/Schlafprobleme: Zwei reife Kiwis und Sie schlafen wie ein Baby

Schlafprobleme: Zwei reife Kiwis und Sie schlafen wie ein Baby

Was wir in einem Drittel unseres Lebens machen? Schlafen. Jedenfalls wenn’s gut läuft. Warum tut der Mensch es überhaupt, wie viele Stunden sind genug und was hilft, wenn wir abends nicht einschlafen können und morgens wie gerädert aufwachen? Diesen und weiteren Fragen widmet ZEIT ONLINE den Schwerpunkt “Besser schlafen”.

Jeder vierte Erwachsene schläft schlecht. Wir löschen das Licht, schließen die Augen – und sind hellwach. Die Gedanken kreisen, machen uns nervös, vielleicht sogar ängstlich, und lassen uns nicht zur Ruhe kommen. Einschlafrituale und -produkte sollen helfen, dieses Gedankenkarussell abzuschalten.
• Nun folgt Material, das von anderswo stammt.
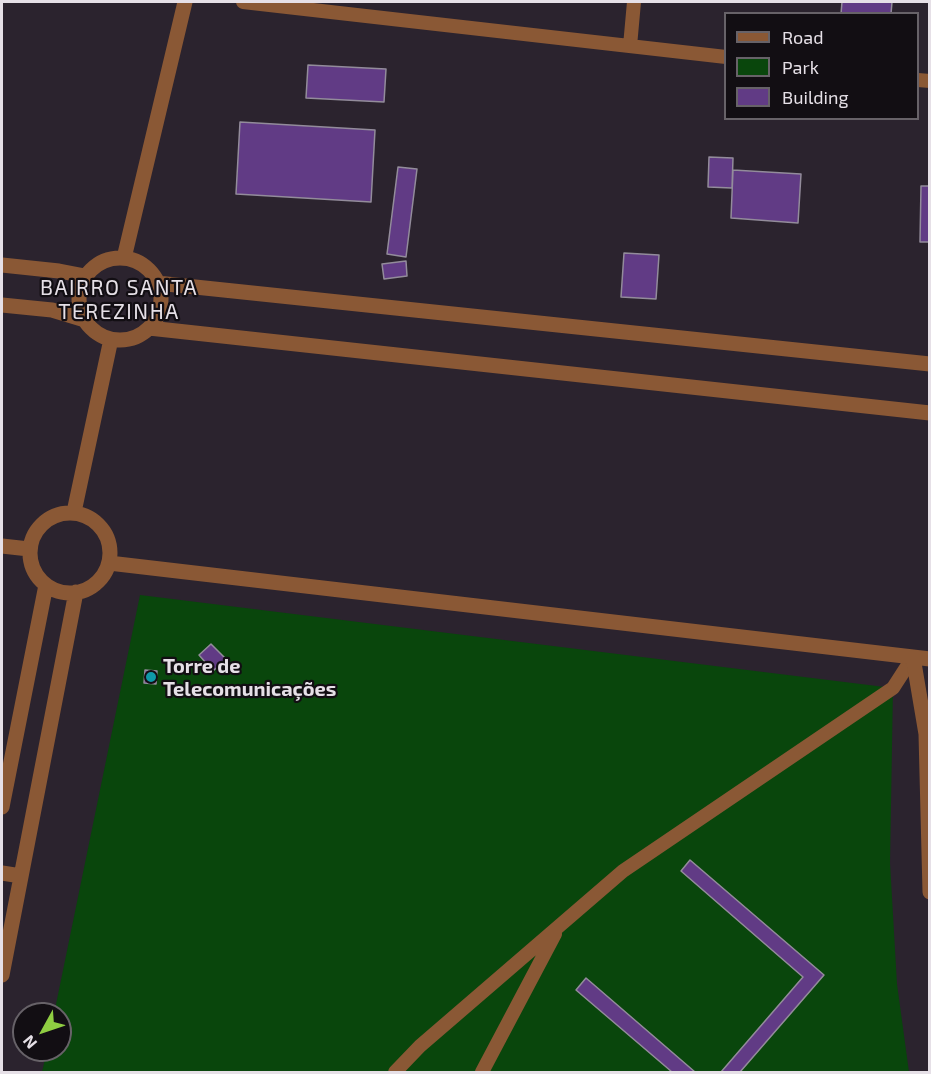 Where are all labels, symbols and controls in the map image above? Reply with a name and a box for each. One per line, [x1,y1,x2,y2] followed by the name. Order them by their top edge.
[724,12,919,120] legend
[782,26,823,48] text: Road
[782,56,819,78] text: Park
[782,86,849,108] text: Building
[40,275,198,325] district label: BAIRRO SANTA TEREZINHA
[163,654,336,701] place label: Torre de Telecomunicações
[144,670,158,684] marker: Torre de Telecomunicações
[12,1002,72,1062] north arrow
[18,1032,40,1053] text: N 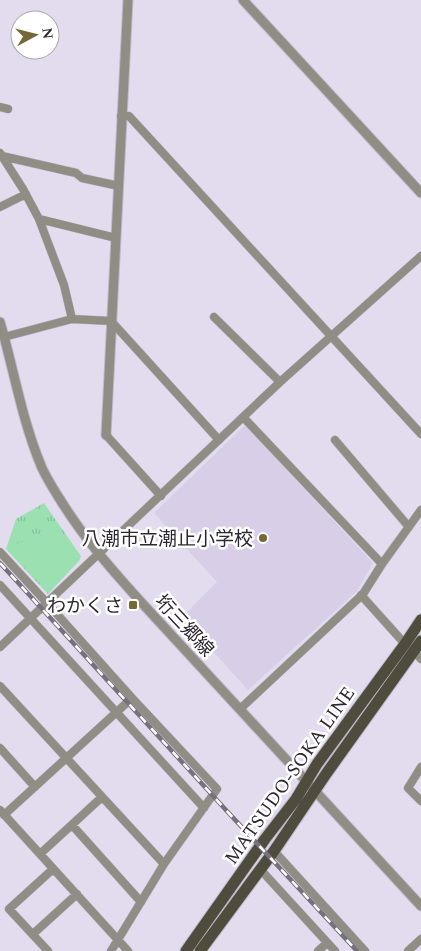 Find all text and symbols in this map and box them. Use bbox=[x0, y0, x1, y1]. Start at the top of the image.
north arrow bbox=[10, 10, 60, 60]
text: N bbox=[36, 27, 59, 40]
place label: 八潮市立潮止小学校 bbox=[82, 525, 253, 554]
marker: 八潮市立潮止小学校 bbox=[257, 532, 269, 544]
street label: 垳三郷線 bbox=[147, 588, 220, 664]
place label: わかくさ bbox=[47, 592, 123, 621]
marker: わかくさ bbox=[127, 599, 139, 611]
street label: MATSUDO-SOKA LINE bbox=[218, 681, 363, 871] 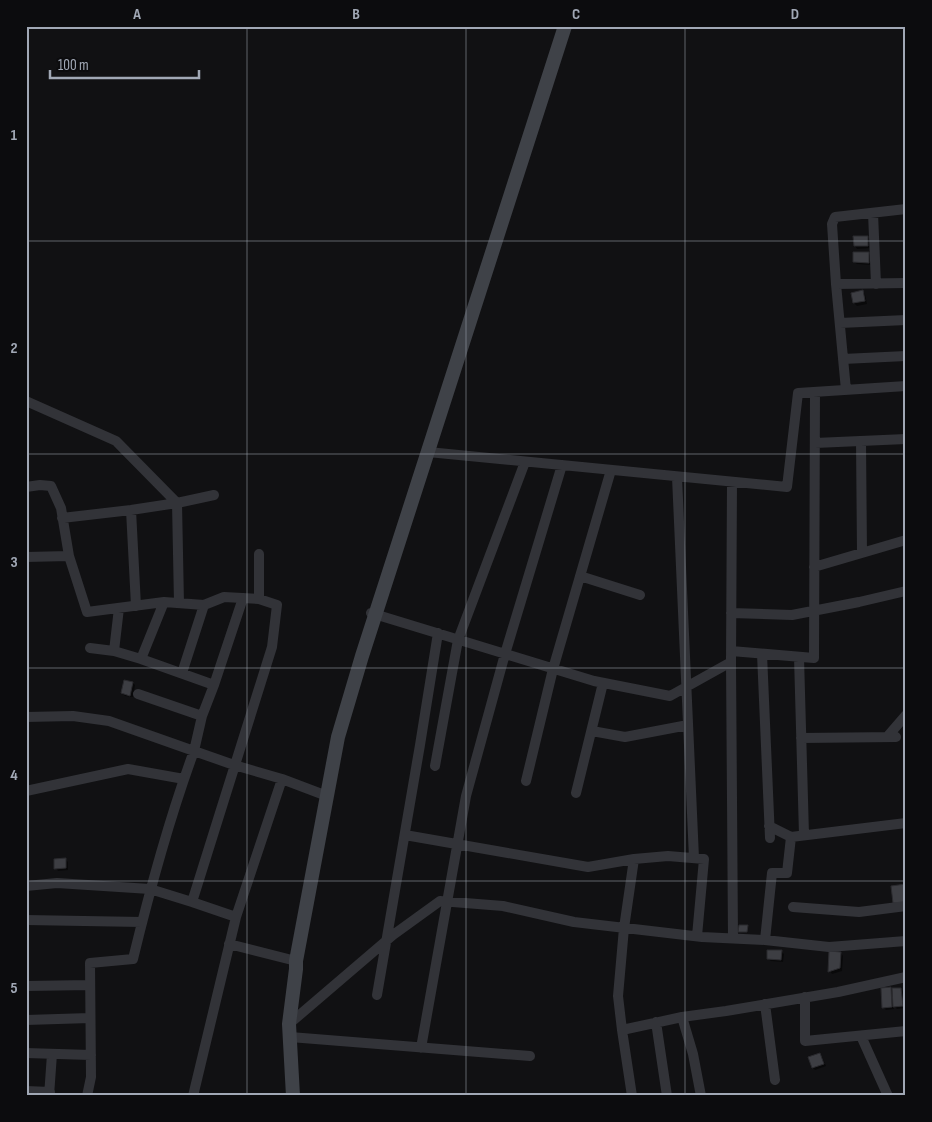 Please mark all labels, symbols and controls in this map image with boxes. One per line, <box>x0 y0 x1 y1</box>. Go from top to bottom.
text: A <box>132 5 141 24</box>
text: B <box>352 5 360 24</box>
text: C <box>572 5 580 24</box>
text: D <box>791 5 799 24</box>
scale bar <box>50 48 199 80</box>
text: 100 m <box>58 56 89 75</box>
text: 1 <box>11 126 18 145</box>
text: 2 <box>10 339 18 358</box>
text: 3 <box>10 553 18 572</box>
text: 4 <box>10 766 18 785</box>
text: 5 <box>10 979 18 998</box> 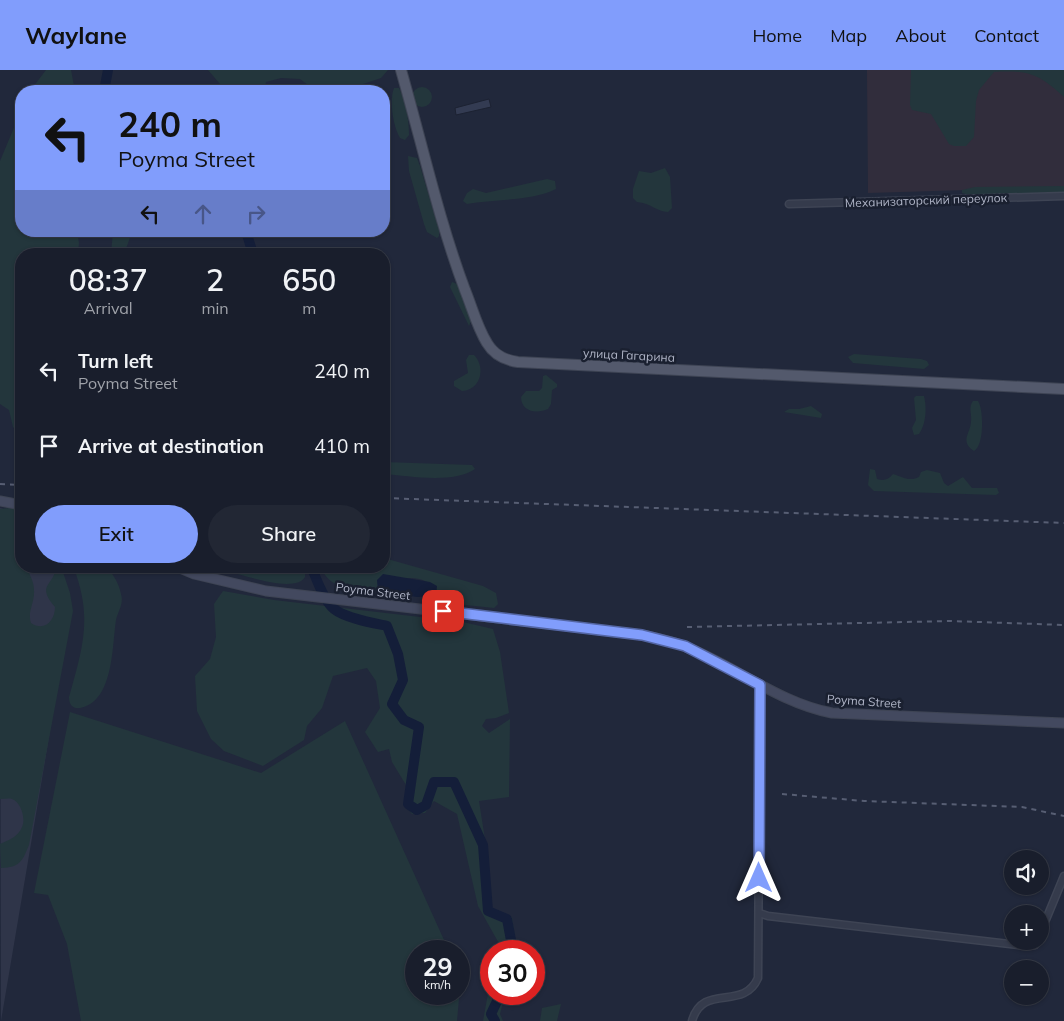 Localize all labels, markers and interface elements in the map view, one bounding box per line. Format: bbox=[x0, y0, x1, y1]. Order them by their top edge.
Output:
text: Waylane bbox=[25, 20, 127, 50]
text: Home bbox=[752, 24, 802, 47]
text: Map bbox=[830, 24, 867, 47]
text: About bbox=[895, 24, 946, 47]
text: Contact bbox=[974, 24, 1039, 47]
text: 240 m bbox=[118, 102, 222, 146]
icon: left bbox=[35, 105, 100, 170]
text: Poyma Street bbox=[118, 145, 255, 173]
street label: Механизаторский переулок bbox=[845, 190, 1008, 210]
icon: left bbox=[136, 200, 164, 228]
icon: ahead bbox=[189, 200, 217, 228]
icon: right bbox=[242, 200, 270, 228]
text: 08:37 bbox=[69, 261, 148, 299]
text: 2 bbox=[206, 261, 224, 299]
text: 650 bbox=[282, 261, 336, 299]
text: Arrival bbox=[84, 298, 133, 318]
text: min bbox=[201, 298, 229, 318]
text: m bbox=[302, 298, 316, 318]
street label: улица Гагарина bbox=[583, 345, 675, 365]
text: Turn left bbox=[78, 349, 153, 373]
icon: left bbox=[35, 357, 63, 385]
text: 240 m bbox=[314, 359, 370, 383]
text: Poyma Street bbox=[78, 373, 178, 393]
icon: arrive bbox=[35, 432, 63, 460]
text: Arrive at destination bbox=[78, 434, 264, 458]
text: 410 m bbox=[314, 434, 370, 458]
button: Exit bbox=[35, 505, 198, 563]
button: Share bbox=[208, 505, 370, 563]
street label: Poyma Street bbox=[335, 579, 411, 603]
pin bbox=[422, 590, 464, 632]
icon: arrive bbox=[429, 597, 457, 625]
street label: Poyma Street bbox=[826, 691, 902, 711]
map controls bbox=[1004, 850, 1049, 1005]
button: sound bbox=[1004, 850, 1049, 895]
position arrow bbox=[732, 851, 784, 903]
button: + bbox=[1004, 905, 1049, 950]
speed limit sign: 30 bbox=[480, 940, 545, 1005]
text: 29 bbox=[422, 951, 453, 982]
button: − bbox=[1004, 960, 1049, 1005]
text: km/h bbox=[424, 977, 451, 992]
Unser Schlaf ist zu einem riesigen Markt geworden. Ein McKinsey-Report von 2017 schätzt, dass weltweit mehr als 30 Milliarden Euro mit Schlafhilfen umgesetzt werden. Kissen und Luftbefeuchter mit dem Duft von Lavendel versprechen uns “Ruhe und eine angenehme Leichtigkeit”,
extraschwere Bettdecken ein “angenehmes und pflegendes Wohlgefühl” und
Klangmaschinen eine entspannte Nacht im Tiefschlaf. Doch was bringen diese angeblichen
Wundermittel tatsächlich?

Schlaf auf Knopfdruck

Besonders beliebt sind Apps, die unseren Schaf optimieren sollen. Das Angebot ist groß: Manche Apps wollen uns in der richtigen Schlafphase wecken, sodass wir morgens weniger müde sind. Andere planen ein möglichst effektives Nickerchen in unseren Tag ein oder überwachen unseren Schlaf gleich ganz, um anhand des Schlaf- und Wachrhythmus Probleme aufzuzeigen. Es gibt Apps, die uns hypnotisierend in den Schlaf reden oder uns mithilfe von Animationen zeigen, wie lange wir ein- und ausatmen sollen.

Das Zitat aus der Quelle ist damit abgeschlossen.